- Theatrical release poster
- Directed by: Muthyala Subbaiah
- Screenplay by: Muthyala Subbaiah L. B. Sriram (dialogues)
- Story by: Siddique
- Based on: Hitler (1996)
- Produced by: M. V. Lakshmi Editor Mohan
- Starring: Chiranjeevi Rambha Rajendra Prasad
- Cinematography: K. Dattu
- Edited by: Aakula Bhaskar Rao Editor Mohan (Supervision)
- Music by: Koti
- Production company: M. L. Movie Arts
- Release date: 4 January 1997;
- Running time: 153 minutes
- Country: India
- Language: Telugu

= Hitler (1997 film) =

1997 Telugu film by Muthyala Subbaiah

Hitler is a 1997 Indian Telugu-language action comedy film directed by Muthyala Subbaiah, starring Chiranjeevi, Rambha, and Rajendra Prasad with music composed by Koti. A remake of the 1996 Malayalam film of the same name, it follows the story of an overprotective brother safeguarding his five sisters from external threats.

Prior to signing the film, Chiranjeevi took a year-long hiatus after two consecutive flops, seeking distinctive and meaningful roles. Hitler provided such an opportunity, and its release on 4 January 1997 marked a successful comeback for him at the box office.

== Plot ==
The film follows Madhava Rao, also known as Madhava, a hot-tempered man who lives in a town with his five sisters—Sarada, Annapurna (Ammu), Lakshmi, Gayatri, and Saraswati. Madhava is highly protective of his sisters and fiercely punishes anyone who mistreats them, earning him the nickname "Hitler" from the local youth. His maternal uncle Aadi Seshu's children, Balachandra (Balu) and Bujji, are close to the family, and marriages between Balu and Ammu, and Madhava and Bujji, are set to take place once Sarada is married.

During the search for Sarada's match, a series of misunderstandings occur when Balu, hiding from Madhava, is discovered at the house. Madhava, misunderstanding the situation, becomes enraged and cancels all marital arrangements with Balu and Bujji. Aadi Seshu's derogatory comments about the sisters escalate the conflict, leading to the severing of family ties.

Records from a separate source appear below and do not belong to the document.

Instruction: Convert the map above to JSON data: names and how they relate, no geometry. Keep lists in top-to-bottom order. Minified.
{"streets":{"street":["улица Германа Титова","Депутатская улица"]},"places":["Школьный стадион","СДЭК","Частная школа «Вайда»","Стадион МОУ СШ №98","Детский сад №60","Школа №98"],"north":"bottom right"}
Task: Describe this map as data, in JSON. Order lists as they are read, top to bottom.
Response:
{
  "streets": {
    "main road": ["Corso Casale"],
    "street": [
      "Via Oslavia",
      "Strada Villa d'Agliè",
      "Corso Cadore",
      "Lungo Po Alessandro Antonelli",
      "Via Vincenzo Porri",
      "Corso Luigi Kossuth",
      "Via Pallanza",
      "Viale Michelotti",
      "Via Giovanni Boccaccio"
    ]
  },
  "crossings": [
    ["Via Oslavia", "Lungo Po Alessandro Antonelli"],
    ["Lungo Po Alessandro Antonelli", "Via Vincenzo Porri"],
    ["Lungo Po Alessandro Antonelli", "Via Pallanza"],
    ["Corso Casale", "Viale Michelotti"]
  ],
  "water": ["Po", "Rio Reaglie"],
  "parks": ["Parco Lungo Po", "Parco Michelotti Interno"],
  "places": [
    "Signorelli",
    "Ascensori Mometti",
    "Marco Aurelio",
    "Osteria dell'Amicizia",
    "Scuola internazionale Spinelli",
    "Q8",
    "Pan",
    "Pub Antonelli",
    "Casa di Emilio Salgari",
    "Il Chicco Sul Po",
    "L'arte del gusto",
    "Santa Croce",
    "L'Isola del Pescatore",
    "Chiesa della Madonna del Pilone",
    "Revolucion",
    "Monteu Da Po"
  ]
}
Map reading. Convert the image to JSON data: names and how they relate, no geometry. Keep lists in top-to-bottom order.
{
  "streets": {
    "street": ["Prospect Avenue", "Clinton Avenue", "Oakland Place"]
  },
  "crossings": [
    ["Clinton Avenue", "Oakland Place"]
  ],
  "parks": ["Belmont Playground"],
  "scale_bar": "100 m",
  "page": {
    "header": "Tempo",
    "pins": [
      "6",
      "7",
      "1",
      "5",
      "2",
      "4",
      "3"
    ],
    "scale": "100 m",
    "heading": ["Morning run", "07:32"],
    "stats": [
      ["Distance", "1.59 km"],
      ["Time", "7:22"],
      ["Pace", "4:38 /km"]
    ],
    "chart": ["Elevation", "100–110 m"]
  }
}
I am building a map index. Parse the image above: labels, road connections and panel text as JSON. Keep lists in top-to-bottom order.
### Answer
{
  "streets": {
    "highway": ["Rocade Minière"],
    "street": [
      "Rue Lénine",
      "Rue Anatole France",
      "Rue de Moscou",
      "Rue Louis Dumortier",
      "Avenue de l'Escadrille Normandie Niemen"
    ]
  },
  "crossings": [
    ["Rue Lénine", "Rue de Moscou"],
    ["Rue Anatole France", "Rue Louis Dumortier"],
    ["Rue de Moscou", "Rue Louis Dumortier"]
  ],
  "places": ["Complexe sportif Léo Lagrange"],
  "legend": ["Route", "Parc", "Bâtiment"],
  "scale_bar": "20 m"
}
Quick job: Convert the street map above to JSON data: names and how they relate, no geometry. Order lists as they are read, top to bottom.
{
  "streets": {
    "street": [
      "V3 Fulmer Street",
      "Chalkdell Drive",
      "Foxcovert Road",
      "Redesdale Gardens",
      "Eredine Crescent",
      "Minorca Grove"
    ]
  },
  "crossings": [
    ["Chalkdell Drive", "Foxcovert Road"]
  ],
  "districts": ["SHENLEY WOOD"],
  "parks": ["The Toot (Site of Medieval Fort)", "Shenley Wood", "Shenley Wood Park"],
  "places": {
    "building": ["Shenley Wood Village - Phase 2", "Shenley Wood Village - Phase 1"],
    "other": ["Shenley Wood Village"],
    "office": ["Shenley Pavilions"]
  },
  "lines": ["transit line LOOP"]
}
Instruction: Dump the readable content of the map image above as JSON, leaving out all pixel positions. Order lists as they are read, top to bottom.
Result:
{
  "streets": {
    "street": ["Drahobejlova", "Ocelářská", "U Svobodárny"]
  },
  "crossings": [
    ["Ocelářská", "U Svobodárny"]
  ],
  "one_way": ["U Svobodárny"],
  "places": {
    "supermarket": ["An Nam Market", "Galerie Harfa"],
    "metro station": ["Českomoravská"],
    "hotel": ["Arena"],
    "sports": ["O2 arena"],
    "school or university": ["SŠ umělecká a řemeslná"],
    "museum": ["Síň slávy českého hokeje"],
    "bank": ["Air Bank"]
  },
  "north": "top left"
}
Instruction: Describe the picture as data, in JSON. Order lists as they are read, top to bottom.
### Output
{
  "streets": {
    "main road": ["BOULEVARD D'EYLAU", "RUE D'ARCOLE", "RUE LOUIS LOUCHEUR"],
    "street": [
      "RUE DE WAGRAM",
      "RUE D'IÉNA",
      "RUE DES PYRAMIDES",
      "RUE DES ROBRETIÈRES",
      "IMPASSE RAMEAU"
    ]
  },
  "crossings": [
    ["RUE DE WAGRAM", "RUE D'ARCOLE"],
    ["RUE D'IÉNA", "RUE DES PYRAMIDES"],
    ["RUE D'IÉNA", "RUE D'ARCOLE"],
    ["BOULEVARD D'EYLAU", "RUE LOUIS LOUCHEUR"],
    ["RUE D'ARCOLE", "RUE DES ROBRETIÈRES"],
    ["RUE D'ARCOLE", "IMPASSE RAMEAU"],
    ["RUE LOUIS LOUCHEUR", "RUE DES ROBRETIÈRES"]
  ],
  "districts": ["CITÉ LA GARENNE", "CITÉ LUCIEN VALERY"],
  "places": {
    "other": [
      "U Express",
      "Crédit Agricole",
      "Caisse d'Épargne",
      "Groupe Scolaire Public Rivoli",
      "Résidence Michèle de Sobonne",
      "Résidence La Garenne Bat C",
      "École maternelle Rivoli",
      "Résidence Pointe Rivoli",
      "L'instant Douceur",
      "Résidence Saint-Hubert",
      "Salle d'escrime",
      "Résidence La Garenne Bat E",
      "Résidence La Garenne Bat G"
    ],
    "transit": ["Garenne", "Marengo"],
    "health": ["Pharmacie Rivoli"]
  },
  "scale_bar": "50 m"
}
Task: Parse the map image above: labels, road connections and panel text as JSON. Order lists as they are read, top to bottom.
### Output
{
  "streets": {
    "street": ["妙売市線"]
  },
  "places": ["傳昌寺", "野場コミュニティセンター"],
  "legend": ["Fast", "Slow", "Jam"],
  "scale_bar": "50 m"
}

Despite the setback, Balu vows to marry Ammu and reconcile with Madhava.

Meanwhile, Madhava's strained relationship with his father, whom he blames for his mother's death due to a remarriage orchestrated by Aadi Seshu, deepens. Aadi Seshu, fearing retribution from Madhava and his father, aligns with the Rudraraju brothers, long-time enemies of Madhava. The brothers plot to ruin Sarada's life by having her molested by her professor, Mohana Rao. When Sarada insists on marrying the professor to preserve her dignity, Madhava reluctantly agrees, unaware of the full truth. Distraught over the situation, Ammu leaves home and marries Balu, further alienating Madhava.

Aadi Seshu continues to obstruct Balu and Ammu's efforts to return to the family, forcing them to move next door to Madhava. Meanwhile, Madhava’s father, now aware of the full extent of Aadi Seshu’s treachery, attempts to reconcile Bujji and Madhava, but his efforts fail comically. The Rudraraju brothers then attempt to marry Bujji to their youngest brother, Chinna, but she escapes by pretending to be pregnant.

The Rudraraju brothers escalate their attacks by falsely accusing Madhava’s other sisters of prostitution. Madhava's father intervenes to protect them, but in the process, he is framed. This leads to a confrontation between Madhava, Aadi Seshu, and Balu. The Rudraraju brothers take advantage of the situation by killing Madhava’s father, who reconciles with his son before dying. To prevent Madhava from becoming a murderer, his father withholds the identity of the killers.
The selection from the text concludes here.